▸ PROBLEM STATEMENT: Using the entries below, output exactly the line containing "21V4h12l-3 4 3" and all lines that follow it to the end.

Stored data entries:
▼

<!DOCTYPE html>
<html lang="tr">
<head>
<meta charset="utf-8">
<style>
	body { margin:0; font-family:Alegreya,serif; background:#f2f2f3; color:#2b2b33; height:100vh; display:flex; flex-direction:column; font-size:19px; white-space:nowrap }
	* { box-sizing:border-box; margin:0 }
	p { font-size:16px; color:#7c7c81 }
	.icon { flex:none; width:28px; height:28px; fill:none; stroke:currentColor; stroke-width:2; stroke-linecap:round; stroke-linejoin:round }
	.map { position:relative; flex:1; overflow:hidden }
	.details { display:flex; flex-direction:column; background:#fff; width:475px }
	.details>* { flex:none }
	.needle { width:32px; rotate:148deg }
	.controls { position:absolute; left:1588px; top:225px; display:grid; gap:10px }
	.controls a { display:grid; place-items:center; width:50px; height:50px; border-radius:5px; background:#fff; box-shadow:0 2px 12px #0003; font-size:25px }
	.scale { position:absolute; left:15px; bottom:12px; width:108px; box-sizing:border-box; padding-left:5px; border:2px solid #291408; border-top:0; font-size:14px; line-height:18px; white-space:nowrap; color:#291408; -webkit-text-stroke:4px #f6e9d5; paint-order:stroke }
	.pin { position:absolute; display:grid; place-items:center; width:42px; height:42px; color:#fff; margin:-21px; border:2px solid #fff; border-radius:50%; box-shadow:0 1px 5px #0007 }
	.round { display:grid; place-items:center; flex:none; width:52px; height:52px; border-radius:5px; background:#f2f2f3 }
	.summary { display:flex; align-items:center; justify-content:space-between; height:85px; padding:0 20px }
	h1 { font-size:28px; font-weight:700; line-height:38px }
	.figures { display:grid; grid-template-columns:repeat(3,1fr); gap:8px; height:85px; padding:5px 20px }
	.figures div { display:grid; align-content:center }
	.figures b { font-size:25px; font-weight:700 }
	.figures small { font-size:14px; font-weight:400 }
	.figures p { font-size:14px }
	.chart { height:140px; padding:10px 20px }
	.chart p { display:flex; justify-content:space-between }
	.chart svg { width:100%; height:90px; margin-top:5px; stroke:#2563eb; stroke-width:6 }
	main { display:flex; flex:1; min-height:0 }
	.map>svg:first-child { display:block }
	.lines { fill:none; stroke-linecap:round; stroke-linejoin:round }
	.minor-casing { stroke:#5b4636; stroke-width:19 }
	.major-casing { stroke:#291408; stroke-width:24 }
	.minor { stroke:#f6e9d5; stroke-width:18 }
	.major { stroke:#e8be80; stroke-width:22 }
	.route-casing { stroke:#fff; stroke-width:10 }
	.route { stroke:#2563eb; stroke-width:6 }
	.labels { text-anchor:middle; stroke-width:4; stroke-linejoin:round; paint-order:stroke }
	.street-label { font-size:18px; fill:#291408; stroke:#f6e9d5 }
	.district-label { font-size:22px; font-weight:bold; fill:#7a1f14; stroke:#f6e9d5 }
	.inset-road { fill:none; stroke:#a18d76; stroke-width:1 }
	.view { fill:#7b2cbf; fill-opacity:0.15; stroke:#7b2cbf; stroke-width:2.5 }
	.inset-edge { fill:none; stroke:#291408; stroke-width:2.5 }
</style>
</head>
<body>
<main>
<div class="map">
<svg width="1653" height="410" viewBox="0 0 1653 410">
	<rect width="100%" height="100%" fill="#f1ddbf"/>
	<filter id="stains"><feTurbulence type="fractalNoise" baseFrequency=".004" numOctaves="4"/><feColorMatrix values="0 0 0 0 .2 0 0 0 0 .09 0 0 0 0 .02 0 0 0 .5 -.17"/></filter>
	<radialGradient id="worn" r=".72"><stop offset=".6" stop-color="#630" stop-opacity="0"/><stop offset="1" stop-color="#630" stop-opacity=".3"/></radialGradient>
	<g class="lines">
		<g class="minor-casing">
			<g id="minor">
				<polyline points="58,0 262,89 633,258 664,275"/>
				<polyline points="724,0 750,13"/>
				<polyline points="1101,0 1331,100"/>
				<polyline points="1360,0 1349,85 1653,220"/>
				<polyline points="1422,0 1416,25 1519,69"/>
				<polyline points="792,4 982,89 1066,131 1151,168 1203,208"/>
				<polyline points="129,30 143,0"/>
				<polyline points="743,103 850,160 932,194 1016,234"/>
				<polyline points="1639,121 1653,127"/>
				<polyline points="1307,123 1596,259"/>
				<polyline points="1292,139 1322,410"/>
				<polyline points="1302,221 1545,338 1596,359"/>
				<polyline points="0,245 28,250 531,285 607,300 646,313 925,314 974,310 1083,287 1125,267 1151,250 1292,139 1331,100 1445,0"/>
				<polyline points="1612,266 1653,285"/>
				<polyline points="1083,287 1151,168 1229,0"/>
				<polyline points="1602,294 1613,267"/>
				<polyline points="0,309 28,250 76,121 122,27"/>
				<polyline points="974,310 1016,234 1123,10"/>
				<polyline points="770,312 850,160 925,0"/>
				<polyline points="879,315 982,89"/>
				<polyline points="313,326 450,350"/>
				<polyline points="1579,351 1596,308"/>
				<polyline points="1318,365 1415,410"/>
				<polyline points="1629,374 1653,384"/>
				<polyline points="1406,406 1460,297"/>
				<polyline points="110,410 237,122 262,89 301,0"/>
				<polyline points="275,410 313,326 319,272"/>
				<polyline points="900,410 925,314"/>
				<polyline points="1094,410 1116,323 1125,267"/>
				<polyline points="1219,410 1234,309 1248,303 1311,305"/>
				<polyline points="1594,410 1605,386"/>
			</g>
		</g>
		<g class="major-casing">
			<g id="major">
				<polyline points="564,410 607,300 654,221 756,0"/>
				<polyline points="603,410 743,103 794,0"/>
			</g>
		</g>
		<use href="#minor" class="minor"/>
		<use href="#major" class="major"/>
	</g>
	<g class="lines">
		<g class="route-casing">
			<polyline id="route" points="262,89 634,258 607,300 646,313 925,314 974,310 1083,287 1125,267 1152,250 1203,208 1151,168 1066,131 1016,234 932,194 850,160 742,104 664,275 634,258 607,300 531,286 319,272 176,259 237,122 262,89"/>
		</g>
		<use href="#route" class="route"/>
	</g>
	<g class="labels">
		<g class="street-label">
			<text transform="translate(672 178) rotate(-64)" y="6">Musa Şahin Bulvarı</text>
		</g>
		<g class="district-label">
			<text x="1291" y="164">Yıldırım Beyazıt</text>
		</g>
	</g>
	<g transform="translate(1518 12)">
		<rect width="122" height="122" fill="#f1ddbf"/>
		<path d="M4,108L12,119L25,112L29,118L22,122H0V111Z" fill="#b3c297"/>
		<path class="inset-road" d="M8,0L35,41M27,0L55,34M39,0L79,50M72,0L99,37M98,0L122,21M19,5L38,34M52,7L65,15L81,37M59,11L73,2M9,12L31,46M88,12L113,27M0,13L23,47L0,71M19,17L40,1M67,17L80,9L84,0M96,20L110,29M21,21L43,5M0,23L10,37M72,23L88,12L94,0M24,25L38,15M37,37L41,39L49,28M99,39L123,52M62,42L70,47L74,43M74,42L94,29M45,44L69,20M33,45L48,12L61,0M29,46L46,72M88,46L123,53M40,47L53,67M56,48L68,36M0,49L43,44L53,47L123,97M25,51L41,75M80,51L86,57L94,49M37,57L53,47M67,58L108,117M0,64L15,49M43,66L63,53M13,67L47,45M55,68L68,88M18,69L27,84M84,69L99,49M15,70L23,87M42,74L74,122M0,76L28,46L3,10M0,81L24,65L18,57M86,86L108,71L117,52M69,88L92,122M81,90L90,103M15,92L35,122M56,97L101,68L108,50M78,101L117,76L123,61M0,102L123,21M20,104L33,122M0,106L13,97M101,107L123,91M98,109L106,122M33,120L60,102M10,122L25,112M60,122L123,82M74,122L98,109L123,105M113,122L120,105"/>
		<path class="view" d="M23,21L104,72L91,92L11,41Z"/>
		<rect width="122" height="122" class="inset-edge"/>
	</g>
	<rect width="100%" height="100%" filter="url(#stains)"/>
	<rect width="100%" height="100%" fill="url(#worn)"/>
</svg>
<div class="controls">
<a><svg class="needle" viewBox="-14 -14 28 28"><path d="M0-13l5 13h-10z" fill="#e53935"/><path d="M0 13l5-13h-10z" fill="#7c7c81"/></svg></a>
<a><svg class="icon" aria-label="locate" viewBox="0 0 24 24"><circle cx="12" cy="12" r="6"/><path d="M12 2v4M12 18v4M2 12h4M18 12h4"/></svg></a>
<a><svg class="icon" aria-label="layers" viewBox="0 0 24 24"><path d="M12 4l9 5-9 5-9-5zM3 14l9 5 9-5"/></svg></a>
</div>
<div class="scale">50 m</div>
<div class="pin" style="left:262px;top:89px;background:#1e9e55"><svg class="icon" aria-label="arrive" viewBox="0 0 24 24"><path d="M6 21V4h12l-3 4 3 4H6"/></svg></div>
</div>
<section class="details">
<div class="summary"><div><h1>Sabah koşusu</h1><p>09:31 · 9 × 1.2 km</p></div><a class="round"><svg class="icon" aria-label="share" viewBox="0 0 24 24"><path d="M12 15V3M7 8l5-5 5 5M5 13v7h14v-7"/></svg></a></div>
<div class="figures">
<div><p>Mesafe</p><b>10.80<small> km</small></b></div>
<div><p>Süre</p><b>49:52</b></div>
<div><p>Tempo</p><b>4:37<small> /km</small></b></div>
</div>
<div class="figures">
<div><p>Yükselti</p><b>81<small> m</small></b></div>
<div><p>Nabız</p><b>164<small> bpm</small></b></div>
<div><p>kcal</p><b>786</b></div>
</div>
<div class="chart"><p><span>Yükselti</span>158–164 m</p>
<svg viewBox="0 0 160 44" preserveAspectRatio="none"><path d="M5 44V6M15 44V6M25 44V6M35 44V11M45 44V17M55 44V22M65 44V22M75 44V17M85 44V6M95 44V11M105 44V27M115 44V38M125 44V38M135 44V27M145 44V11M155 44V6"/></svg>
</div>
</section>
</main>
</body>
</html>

▲

▸ YOUR RESPONSE:
<div class="pin" style="left:262px;top:89px;background:#1e9e55"><svg class="icon" aria-label="arrive" viewBox="0 0 24 24"><path d="M6 21V4h12l-3 4 3 4H6"/></svg></div>
</div>
<section class="details">
<div class="summary"><div><h1>Sabah koşusu</h1><p>09:31 · 9 × 1.2 km</p></div><a class="round"><svg class="icon" aria-label="share" viewBox="0 0 24 24"><path d="M12 15V3M7 8l5-5 5 5M5 13v7h14v-7"/></svg></a></div>
<div class="figures">
<div><p>Mesafe</p><b>10.80<small> km</small></b></div>
<div><p>Süre</p><b>49:52</b></div>
<div><p>Tempo</p><b>4:37<small> /km</small></b></div>
</div>
<div class="figures">
<div><p>Yükselti</p><b>81<small> m</small></b></div>
<div><p>Nabız</p><b>164<small> bpm</small></b></div>
<div><p>kcal</p><b>786</b></div>
</div>
<div class="chart"><p><span>Yükselti</span>158–164 m</p>
<svg viewBox="0 0 160 44" preserveAspectRatio="none"><path d="M5 44V6M15 44V6M25 44V6M35 44V11M45 44V17M55 44V22M65 44V22M75 44V17M85 44V6M95 44V11M105 44V27M115 44V38M125 44V38M135 44V27M145 44V11M155 44V6"/></svg>
</div>
</section>
</main>
</body>
</html>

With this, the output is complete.